Comme Christian Bobin l’exprime si bien dans L’homme joie, le poème est « un cercle de silence aux pierres brûlantes » (2012:86). On a du mal à y entrer, et si, d’aventure, on y arrive, c’est pour irrémédiablement faire face à ce silence qu’évoque Bobin et qui image le manque de réponses que le poème apporte aux questions qu’on lui pose. En effet, et comme nous le verrons, la poésie étant plus souvent attachée à dire quelque chose qu’à raconter une histoire, les narratologues ont progressivement délaissé son étude au point de la mettre en marge de la narratologie. Ainsi, le langage poétique est devenu une entité à part, une île coupée du continent de la littérature.
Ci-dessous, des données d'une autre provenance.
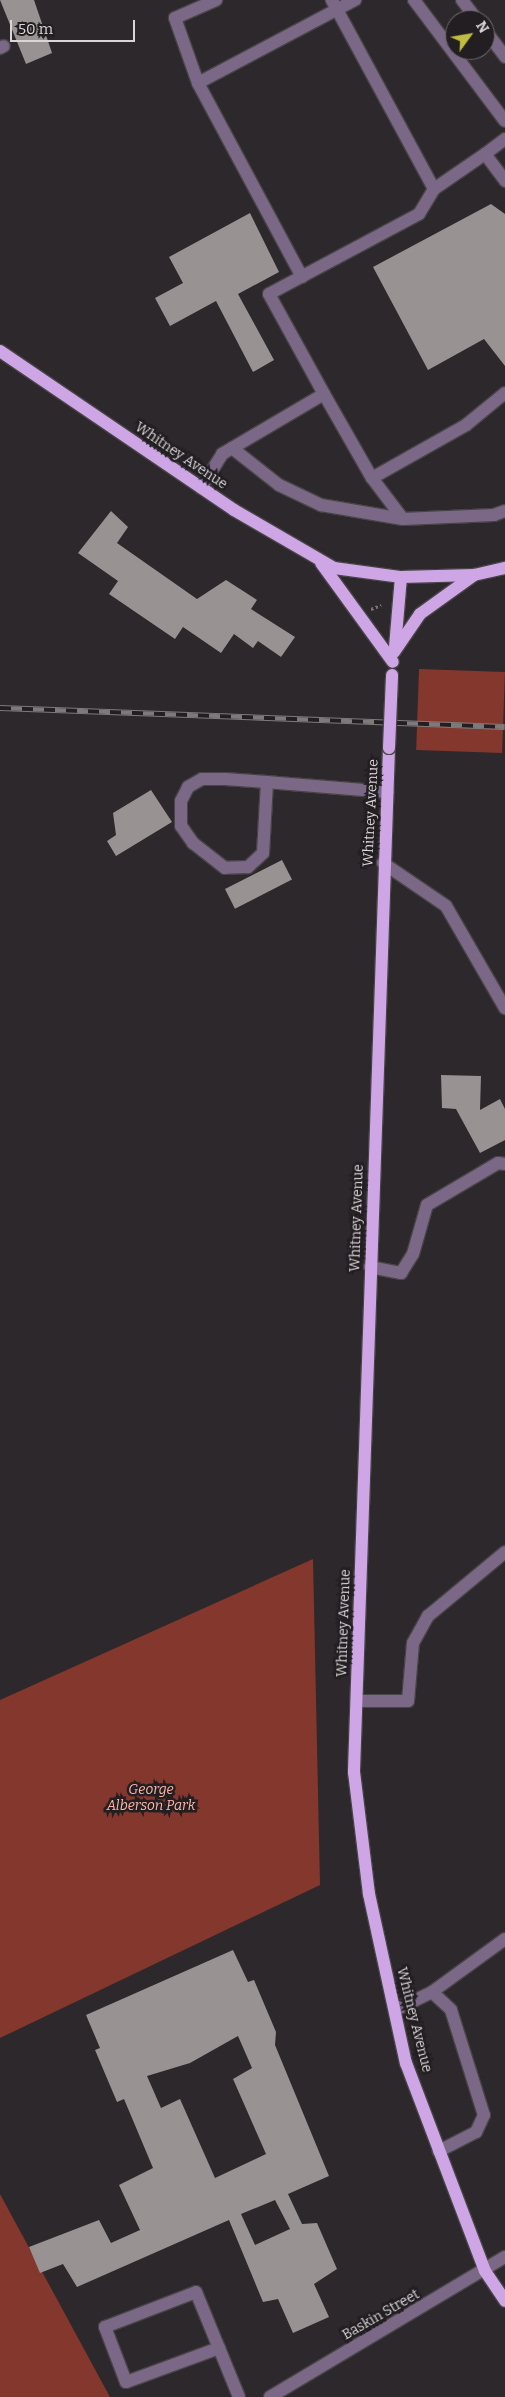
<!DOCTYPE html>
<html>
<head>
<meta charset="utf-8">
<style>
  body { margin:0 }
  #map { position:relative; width:505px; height:2397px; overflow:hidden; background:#2c282b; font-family:Bitter,serif }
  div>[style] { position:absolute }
  .green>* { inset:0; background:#84372c; transform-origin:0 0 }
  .building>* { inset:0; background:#989293; transform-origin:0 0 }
  .path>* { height:3px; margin-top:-1.5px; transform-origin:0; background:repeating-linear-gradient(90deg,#787577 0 2.5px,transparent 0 5px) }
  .roads { filter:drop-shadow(1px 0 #484447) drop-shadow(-1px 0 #484447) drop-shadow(0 1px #484447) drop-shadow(0 -1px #484447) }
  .minor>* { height:12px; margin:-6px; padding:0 6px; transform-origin:6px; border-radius:6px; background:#7b6887 }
  .major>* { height:12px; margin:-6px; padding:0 6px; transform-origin:6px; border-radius:6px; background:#cea6e6 }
  .rail>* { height:5.5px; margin-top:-2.75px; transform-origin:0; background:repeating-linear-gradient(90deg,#221e21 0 11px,#7d7a7c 0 22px); box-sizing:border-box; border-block:1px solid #7d7a7c }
  .bridges { filter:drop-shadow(1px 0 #484447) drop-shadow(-1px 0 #484447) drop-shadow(0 1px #484447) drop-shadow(0 -1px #484447) }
  .major-bridge>* { height:12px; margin:-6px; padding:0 6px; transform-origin:6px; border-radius:6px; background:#cea6e6 }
  span { translate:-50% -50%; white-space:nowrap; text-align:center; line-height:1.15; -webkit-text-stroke:5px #221e21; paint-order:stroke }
  .street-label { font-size:14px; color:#d8d6d7 }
  .park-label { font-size:14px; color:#feb5a8; font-style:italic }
  .north { position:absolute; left:445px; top:10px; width:50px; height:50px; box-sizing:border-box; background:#221e21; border:1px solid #6b686a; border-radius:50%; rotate:58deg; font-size:14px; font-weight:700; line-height:20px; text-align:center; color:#d8d6d7 }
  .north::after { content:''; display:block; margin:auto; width:18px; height:22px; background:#c0be41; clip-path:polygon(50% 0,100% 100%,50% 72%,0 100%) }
  .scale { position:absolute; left:10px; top:20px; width:125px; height:22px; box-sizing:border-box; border:2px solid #d8d6d7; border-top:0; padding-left:6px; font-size:15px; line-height:18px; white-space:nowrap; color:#d8d6d7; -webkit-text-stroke:4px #221e21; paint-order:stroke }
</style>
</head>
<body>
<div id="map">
  <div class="green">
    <i style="left:419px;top:669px;width:86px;height:81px;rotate:2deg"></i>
    <i style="clip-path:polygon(313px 1559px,320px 1885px,0 2038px,0 1700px)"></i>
    <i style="clip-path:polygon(0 2194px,110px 2397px,0 2397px)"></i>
  </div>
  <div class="building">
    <i style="clip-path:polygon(0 0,34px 0,52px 53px,26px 64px)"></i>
    <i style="clip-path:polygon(491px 204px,505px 214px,505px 366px,484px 339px,428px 370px,373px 267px)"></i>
    <i style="clip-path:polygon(250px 213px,279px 272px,238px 294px,274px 360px,253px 372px,216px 301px,170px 326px,155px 298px,183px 283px,169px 257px)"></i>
    <i style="clip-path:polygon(111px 511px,128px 527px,117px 543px,197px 599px,226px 580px,257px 600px,251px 609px,295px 637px,281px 657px,258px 641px,253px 648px,234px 634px,221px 653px,183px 627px,175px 639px,109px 594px,118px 581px,78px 553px)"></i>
    <i style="clip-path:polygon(151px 790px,172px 822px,116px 856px,107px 841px,116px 835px,113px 813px)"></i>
    <i style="left:282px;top:860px;width:22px;height:64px;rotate:63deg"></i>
    <i style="clip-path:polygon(441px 1075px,481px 1076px,480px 1110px,500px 1099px,505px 1109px,505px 1140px,480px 1153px,456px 1109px,442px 1108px)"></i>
    <i style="clip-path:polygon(evenodd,233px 1950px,248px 1982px,254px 1980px,276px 2032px,275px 2045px,329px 2176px,288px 2194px,302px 2224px,317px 2223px,337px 2269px,314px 2284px,329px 2317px,293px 2333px,278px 2299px,263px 2302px,229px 2220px,77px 2287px,63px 2264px,40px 2273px,29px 2247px,99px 2220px,111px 2243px,140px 2230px,119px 2185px,153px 2168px,124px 2099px,117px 2102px,95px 2050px,100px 2048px,86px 2015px,233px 1950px,238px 2036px,252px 2068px,233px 2079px,266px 2154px,215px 2178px,180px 2099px,161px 2108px,147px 2076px,190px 2063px,238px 2036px,233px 1950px,275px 2200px,290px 2229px,255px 2245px,241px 2214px,275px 2200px)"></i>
  </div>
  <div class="path">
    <i style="left:371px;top:609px;width:11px;rotate:-22deg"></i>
  </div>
  <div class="roads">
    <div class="minor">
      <i style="left:414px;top:0;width:151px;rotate:53.1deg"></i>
      <i style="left:462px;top:0;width:25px;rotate:53deg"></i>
      <i style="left:485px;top:30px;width:34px;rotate:53deg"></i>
      <i style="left:0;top:48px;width:4px;rotate:-27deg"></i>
      <i style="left:198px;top:83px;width:69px;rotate:-109.5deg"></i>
      <i style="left:175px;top:18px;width:45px;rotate:-23.7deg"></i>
      <i style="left:505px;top:139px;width:25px;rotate:143deg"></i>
      <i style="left:485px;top:154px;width:34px;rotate:53deg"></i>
      <i style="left:434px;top:189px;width:62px;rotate:-34.5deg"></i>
      <i style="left:302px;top:277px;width:220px;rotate:-118.2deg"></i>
      <i style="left:198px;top:83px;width:178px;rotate:-27.9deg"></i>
      <i style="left:324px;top:394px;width:114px;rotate:-118.8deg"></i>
      <i style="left:269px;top:294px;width:170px;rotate:-28.1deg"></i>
      <i style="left:419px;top:214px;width:29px;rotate:-59deg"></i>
      <i style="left:434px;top:189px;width:215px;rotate:-118.4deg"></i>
      <i style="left:232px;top:448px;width:60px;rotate:38.2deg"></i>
      <i style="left:279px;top:485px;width:47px;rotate:25.5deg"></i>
      <i style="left:321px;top:505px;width:83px;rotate:9.7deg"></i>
      <i style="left:372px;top:478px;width:51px;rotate:52.9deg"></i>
      <i style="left:403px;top:519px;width:91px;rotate:-2.5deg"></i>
      <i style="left:494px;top:515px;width:12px;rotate:-20deg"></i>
      <i style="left:201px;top:488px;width:40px;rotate:-58deg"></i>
      <i style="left:222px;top:454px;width:118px;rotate:-30.5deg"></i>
      <i style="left:324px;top:394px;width:97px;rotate:60.3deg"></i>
      <i style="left:372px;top:478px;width:108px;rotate:-29.4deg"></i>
      <i style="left:466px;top:425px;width:50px;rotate:-39.4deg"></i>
      <i style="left:267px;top:782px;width:71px;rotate:93.2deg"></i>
      <i style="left:263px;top:853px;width:21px;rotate:137deg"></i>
      <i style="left:248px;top:867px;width:23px;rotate:178deg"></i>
      <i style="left:225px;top:868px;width:41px;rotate:-142deg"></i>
      <i style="left:193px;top:843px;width:21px;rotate:-125deg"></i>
      <i style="left:181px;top:826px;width:25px;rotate:-90deg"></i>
      <i style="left:181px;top:801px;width:16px;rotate:-63deg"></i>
      <i style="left:188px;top:787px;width:16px;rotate:-30deg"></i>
      <i style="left:202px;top:779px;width:23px"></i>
      <i style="left:225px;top:779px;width:42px;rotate:4.1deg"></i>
      <i style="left:267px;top:782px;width:11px;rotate:5deg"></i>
      <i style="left:278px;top:783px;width:110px;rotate:4.7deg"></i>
      <i style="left:383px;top:863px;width:76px;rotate:34.3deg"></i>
      <i style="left:446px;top:906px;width:118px;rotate:60deg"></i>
      <i style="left:370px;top:1267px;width:32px;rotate:11deg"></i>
      <i style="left:401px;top:1273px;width:22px;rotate:-58deg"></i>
      <i style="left:413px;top:1254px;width:51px;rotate:-74.1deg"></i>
      <i style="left:427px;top:1205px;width:82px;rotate:-30.6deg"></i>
      <i style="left:498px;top:1163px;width:7px;rotate:8deg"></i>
      <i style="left:357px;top:1701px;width:51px"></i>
      <i style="left:408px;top:1701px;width:58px;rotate:-85.1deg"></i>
      <i style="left:413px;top:1643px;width:31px;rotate:-61deg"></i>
      <i style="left:428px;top:1616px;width:100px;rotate:-39.7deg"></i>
      <i style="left:432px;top:1992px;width:26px;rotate:43deg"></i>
      <i style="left:451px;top:2010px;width:110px;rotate:72.6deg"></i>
      <i style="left:484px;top:2115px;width:19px;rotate:115deg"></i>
      <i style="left:476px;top:2132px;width:42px;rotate:152.8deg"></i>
      <i style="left:395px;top:2010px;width:41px;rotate:-25.9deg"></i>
      <i style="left:432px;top:1992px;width:90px;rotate:-36deg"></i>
      <i style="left:219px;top:2348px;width:99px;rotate:159.9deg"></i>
      <i style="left:126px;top:2382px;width:59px;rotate:-110.9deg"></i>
      <i style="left:105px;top:2327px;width:97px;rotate:-21deg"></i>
      <i style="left:196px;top:2292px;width:61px;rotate:67.7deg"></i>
      <i style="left:219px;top:2348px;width:53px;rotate:67.8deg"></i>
      <i style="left:270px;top:2397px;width:274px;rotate:-30.8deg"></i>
    </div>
    <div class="major">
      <i style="left:0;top:351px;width:283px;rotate:34.2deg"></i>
      <i style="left:234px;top:510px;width:116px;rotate:30.1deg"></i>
      <i style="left:334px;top:568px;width:68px;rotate:7.7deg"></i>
      <i style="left:401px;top:577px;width:73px;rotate:-1.6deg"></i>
      <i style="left:474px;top:575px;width:32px;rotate:-13deg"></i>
      <i style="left:321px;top:563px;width:122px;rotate:54deg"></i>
      <i style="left:395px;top:647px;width:70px;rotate:-85.1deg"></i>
      <i style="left:394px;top:652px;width:46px;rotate:-55.6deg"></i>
      <i style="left:420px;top:614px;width:67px;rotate:-35.8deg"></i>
      <i style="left:389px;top:748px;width:1025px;rotate:91.96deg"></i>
      <i style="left:354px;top:1772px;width:123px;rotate:83deg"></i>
      <i style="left:369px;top:1894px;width:173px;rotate:77.7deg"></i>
      <i style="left:406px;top:2063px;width:222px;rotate:69.2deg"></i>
      <i style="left:485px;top:2271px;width:36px;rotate:56deg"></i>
    </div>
  </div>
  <div class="rail">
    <i style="left:0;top:708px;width:505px;rotate:2.15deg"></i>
  </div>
  <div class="bridges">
    <div class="major-bridge">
      <i style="left:389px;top:748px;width:73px;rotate:-87.6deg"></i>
    </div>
  </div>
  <div class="street-label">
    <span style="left:181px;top:456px;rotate:34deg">Whitney Avenue</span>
    <span style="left:371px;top:813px;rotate:-87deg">Whitney Avenue</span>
    <span style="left:357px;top:1218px;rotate:-88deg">Whitney Avenue</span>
    <span style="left:344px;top:1623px;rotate:-88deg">Whitney Avenue</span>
    <span style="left:414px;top:2020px;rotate:76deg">Whitney Avenue</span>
    <span style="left:381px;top:2315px;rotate:-30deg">Baskin Street</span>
  </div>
  <div class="park-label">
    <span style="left:151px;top:1798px">George<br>Alberson Park</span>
  </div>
  <div class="north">N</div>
  <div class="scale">50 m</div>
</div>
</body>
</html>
Les notions d’auteur et de narrateur, ainsi que les relations difficiles qu’ils peuvent entretenir au sein du poème, seront au centre de notre attention dans ce mémoire. Comment se fait-il que l’on soit si hésitant à les séparer lorsqu’il s’agit de poésie ? Certains parlent de « voix », refusant de parler de narrateur, trop effrayés à l’idée de placer une entité, un corps abstrait, entre le poète et son poème. Les mots seraient ainsi suspendus dans le vide entre la main de l’auteur qui les a écrits et les yeux du lecteur qui les lira. Serait-ce donc toujours l’auteur qui s’adresse à nous ? Quand bien même il serait mort et enterré; quand bien même les idées ou les sentiments exprimés dans le poème semblent entrer en contradiction avec l’idée que l’on se fait de ce même auteur ?
Cadre théorique
Quand auteur et narrateur se confondent
Depuis Figures III (1972) de Gérard Genette, nous savons qu’auteur et narrateur ne doivent pas être confondus. En ouvrant un livre, un mécanisme inconscient nous autorise à considérer, et ce sans faire le moindre effort, que tout ce qui va être lu devra être placé sous le sceau de la fiction, et que l’histoire racontée n’est pas «vraie». Le narrateur, chef d’orchestre de la diégèse, nous narre l’histoire en déplaçant la relation physique et réelle auteur/lecteur, située à l’extérieur du livre, par une relation fictive narrateur/narrataire située à l’intérieur de celui-ci. Certains textes arrivent, néanmoins, à s’affranchir de cette présomption de fictionnalité et affichent la prétention de narrer au lecteur une histoire censée représenter un vécu réel. Il s’agit par exemple des genres biographique et autobiographique. Philippe Lejeune, dans son livre fondateur Le pacte autobiographique (1975), explique les conditions nécessaires à l’instauration d’une confiance entre auteur et lecteur quant à la réalité des faits présentés dans le livre. Ces conditions sont de natures différentes pour les genres biographique et autobiographique et sont à la base, selon lui, de la séparation fondamentale entre ces deux genres. Pour Lejeune, la biographie doit se soumettre facilement à l’épreuve de vérification, qui n’est autre que la confrontation des faits narrés avec la réalité (1975:36). Ceux-ci servent de référents et doivent être vérifiables, car c’est cette épreuve de vérification qui fait de ces faits, relatés dans le texte, des liens indispensables avec la réalité. C’est également sur cette épreuve de vérification que repose la légitimité de l’auteur, qui s’est donné pour objectif de raconter le vécu d’un autre et qui n’est donc pas, nous rappelle Lejeune, le personnage principal de son histoire (1975:36). La légitimité du récit est ainsi jugée à l’aune de la véracité des faits et des évènements qu’il présente. C’est ce point et ce point seulement, insiste Lejeune, qui permet de définir et caractériser le genre biographique.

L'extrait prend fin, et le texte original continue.